Gather every line below where "speed" appears.

Records from a collection
>>>>

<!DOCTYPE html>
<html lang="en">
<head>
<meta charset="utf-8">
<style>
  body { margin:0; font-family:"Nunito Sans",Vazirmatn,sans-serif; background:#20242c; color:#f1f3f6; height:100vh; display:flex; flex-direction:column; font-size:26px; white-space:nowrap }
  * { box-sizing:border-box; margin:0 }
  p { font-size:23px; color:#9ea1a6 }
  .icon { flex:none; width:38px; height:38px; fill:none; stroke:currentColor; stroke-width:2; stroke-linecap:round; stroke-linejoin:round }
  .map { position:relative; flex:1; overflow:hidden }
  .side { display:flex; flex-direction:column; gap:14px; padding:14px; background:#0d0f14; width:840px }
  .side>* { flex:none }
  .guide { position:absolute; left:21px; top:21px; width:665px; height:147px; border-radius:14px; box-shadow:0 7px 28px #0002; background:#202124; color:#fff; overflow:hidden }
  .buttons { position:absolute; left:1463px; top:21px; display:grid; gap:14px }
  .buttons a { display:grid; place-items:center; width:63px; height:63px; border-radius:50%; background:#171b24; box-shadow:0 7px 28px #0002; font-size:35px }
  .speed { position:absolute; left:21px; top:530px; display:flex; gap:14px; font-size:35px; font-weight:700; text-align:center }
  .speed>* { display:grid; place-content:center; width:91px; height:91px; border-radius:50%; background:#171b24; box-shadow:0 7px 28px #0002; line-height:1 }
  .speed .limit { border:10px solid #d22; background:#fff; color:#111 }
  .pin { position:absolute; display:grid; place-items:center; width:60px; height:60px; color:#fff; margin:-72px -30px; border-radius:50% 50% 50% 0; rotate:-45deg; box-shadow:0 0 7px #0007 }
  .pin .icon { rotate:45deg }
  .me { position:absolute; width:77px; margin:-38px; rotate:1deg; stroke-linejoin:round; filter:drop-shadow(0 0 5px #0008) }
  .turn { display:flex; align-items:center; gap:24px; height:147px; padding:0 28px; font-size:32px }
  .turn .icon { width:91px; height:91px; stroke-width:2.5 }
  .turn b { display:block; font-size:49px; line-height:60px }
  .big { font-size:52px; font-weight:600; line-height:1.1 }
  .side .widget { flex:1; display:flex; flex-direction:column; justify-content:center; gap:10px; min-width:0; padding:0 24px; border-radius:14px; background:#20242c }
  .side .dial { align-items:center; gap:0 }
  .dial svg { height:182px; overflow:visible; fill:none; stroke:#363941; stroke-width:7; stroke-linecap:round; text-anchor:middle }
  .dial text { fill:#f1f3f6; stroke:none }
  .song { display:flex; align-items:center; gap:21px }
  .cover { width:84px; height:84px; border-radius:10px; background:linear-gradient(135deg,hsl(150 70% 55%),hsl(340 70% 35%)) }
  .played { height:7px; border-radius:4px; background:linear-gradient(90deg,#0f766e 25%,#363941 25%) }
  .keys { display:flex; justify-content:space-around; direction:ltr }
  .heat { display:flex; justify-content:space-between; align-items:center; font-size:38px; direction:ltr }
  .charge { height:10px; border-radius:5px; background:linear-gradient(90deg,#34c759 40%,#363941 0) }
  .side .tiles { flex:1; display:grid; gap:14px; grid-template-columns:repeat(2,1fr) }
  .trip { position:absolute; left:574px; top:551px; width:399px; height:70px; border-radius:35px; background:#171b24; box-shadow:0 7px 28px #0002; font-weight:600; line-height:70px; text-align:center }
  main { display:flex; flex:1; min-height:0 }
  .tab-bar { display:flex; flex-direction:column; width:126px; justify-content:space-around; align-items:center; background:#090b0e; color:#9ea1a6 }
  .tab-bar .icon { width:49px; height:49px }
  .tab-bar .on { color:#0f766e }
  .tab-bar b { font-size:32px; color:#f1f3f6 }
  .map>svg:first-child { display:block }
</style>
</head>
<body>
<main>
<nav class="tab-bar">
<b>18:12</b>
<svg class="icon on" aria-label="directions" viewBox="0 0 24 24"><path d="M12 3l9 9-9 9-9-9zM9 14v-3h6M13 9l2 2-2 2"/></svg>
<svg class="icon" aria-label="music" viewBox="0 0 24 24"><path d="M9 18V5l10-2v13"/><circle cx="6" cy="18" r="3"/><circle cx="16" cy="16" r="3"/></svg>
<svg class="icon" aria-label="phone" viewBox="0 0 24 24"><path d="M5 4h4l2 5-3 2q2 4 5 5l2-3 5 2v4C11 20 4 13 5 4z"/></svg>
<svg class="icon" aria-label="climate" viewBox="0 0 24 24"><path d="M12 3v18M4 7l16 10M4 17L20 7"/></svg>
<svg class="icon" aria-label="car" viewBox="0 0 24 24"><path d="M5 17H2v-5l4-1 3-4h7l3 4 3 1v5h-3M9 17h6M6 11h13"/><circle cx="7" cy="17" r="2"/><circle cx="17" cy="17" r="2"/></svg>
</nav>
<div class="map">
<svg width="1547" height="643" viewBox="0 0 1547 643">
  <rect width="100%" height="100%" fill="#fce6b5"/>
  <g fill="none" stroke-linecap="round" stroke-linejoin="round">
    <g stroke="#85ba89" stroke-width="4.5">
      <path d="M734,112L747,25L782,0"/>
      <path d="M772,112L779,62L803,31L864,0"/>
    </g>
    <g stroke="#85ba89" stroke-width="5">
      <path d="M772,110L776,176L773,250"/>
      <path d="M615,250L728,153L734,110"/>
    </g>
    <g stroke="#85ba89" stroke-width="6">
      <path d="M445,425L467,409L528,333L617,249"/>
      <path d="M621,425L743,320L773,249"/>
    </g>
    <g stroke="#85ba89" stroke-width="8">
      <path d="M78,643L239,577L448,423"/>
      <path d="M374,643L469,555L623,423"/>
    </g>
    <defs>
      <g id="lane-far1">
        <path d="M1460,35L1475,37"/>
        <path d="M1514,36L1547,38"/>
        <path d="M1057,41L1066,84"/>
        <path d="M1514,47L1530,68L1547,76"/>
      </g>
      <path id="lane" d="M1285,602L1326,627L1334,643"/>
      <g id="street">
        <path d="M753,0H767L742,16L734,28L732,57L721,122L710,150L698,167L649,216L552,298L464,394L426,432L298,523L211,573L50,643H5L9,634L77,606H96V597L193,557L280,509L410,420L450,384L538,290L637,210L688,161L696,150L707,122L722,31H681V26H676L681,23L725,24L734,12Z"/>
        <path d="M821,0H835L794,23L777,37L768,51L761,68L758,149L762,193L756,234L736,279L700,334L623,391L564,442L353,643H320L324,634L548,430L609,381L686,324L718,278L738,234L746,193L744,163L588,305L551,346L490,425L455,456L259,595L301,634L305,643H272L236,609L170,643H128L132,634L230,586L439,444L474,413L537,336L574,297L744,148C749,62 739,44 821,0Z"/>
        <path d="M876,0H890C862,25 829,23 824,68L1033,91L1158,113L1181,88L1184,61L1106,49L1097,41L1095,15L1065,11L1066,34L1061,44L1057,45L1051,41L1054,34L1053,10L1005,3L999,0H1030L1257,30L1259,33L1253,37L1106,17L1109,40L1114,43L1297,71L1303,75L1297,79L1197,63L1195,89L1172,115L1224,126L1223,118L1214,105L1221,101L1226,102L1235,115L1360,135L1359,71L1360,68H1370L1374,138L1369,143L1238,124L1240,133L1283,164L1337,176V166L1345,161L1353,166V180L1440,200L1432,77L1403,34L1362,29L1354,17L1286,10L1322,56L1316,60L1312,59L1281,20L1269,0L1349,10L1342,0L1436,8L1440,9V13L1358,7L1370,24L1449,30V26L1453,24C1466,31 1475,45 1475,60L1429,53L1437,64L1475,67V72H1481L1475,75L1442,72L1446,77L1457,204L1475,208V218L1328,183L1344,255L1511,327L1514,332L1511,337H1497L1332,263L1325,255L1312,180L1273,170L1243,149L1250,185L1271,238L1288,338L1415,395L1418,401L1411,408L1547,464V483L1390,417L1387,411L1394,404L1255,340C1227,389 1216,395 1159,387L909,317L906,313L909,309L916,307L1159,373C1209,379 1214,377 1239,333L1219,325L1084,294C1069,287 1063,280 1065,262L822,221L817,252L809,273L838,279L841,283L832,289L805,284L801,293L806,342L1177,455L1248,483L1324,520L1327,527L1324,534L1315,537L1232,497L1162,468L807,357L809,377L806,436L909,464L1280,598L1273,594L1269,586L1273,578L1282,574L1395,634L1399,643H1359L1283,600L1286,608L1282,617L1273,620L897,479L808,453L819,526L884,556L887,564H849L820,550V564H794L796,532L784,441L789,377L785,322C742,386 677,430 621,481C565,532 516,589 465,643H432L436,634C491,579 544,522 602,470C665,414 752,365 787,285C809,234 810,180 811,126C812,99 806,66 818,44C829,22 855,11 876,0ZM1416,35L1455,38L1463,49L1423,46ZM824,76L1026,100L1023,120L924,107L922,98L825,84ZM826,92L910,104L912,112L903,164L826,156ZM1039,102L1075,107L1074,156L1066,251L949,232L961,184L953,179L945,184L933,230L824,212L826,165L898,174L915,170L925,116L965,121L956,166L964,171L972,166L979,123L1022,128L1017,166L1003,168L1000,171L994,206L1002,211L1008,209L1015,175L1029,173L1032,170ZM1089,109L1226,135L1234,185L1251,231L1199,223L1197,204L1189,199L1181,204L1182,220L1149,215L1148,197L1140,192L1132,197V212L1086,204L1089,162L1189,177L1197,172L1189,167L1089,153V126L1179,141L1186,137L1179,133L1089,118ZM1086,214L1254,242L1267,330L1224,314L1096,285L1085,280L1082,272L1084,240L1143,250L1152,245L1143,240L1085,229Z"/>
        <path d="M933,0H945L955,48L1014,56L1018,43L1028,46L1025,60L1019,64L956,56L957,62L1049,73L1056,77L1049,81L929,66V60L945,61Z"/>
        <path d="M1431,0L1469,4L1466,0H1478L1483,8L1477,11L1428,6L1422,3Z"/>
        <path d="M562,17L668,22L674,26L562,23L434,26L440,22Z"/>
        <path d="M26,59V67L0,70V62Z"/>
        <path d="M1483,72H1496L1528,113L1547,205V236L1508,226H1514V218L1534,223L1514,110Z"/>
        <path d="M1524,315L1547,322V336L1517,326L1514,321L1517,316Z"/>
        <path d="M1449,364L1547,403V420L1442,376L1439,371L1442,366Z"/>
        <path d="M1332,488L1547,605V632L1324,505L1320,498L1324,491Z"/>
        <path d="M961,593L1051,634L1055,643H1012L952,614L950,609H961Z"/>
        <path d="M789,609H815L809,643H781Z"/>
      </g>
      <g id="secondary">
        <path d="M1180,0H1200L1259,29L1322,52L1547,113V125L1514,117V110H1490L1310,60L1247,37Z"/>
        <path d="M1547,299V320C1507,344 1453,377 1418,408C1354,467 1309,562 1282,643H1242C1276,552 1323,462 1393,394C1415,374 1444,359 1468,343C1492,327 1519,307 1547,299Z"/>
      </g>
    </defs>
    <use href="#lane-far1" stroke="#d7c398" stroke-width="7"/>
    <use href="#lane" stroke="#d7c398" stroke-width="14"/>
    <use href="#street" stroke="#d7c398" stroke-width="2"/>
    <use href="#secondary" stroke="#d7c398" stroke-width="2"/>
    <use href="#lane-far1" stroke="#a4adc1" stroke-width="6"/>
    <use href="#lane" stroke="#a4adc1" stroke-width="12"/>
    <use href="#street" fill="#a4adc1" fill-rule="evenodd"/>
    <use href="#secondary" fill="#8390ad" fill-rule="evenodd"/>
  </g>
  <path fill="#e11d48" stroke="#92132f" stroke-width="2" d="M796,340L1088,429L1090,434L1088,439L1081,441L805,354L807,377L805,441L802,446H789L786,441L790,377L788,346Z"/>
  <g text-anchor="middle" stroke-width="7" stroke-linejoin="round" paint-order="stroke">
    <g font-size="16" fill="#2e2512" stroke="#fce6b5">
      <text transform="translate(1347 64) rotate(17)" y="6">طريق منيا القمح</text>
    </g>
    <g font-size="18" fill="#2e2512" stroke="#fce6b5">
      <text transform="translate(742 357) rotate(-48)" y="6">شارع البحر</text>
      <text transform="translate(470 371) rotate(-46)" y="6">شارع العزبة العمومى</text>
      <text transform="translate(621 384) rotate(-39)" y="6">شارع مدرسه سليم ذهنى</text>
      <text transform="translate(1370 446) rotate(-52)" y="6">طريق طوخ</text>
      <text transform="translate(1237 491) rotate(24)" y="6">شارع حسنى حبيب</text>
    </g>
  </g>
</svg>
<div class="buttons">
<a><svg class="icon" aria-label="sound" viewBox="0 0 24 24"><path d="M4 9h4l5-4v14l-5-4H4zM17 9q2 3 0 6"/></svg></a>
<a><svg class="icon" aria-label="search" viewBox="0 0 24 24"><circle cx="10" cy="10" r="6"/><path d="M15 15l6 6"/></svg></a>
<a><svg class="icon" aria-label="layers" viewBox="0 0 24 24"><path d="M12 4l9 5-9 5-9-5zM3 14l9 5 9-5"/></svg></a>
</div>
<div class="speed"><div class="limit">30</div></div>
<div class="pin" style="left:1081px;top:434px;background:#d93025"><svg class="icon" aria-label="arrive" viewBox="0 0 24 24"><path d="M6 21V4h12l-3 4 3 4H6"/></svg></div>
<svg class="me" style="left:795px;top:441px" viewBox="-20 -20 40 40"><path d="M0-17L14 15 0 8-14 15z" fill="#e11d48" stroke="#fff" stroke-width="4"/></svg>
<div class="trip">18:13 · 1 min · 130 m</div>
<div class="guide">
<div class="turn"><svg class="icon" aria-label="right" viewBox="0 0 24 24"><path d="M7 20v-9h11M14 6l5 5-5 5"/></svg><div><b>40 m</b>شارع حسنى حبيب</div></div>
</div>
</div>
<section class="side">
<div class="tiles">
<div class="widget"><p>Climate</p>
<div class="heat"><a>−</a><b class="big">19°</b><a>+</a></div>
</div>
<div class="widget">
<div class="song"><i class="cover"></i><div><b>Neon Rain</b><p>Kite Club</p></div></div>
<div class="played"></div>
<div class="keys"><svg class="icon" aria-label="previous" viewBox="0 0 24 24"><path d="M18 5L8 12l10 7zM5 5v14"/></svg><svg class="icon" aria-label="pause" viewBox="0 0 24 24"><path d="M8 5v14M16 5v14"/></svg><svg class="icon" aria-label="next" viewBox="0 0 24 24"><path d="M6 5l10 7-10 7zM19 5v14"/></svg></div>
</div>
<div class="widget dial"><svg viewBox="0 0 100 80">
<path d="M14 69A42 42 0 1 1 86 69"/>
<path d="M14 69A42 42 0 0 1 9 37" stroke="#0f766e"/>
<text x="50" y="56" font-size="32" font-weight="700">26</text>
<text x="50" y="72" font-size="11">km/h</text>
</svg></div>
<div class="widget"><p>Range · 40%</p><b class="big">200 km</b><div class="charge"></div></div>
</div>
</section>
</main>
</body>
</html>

<<<<

_Reply to the task_.
  .speed { position:absolute; left:21px; top:530px; display:flex; gap:14px; font-size:35px; font-weight:700; text-align:center }
  .speed>* { display:grid; place-content:center; width:91px; height:91px; border-radius:50%; background:#171b24; box-shadow:0 7px 28px #0002; line-height:1 }
  .speed .limit { border:10px solid #d22; background:#fff; color:#111 }
<div class="speed"><div class="limit">30</div></div>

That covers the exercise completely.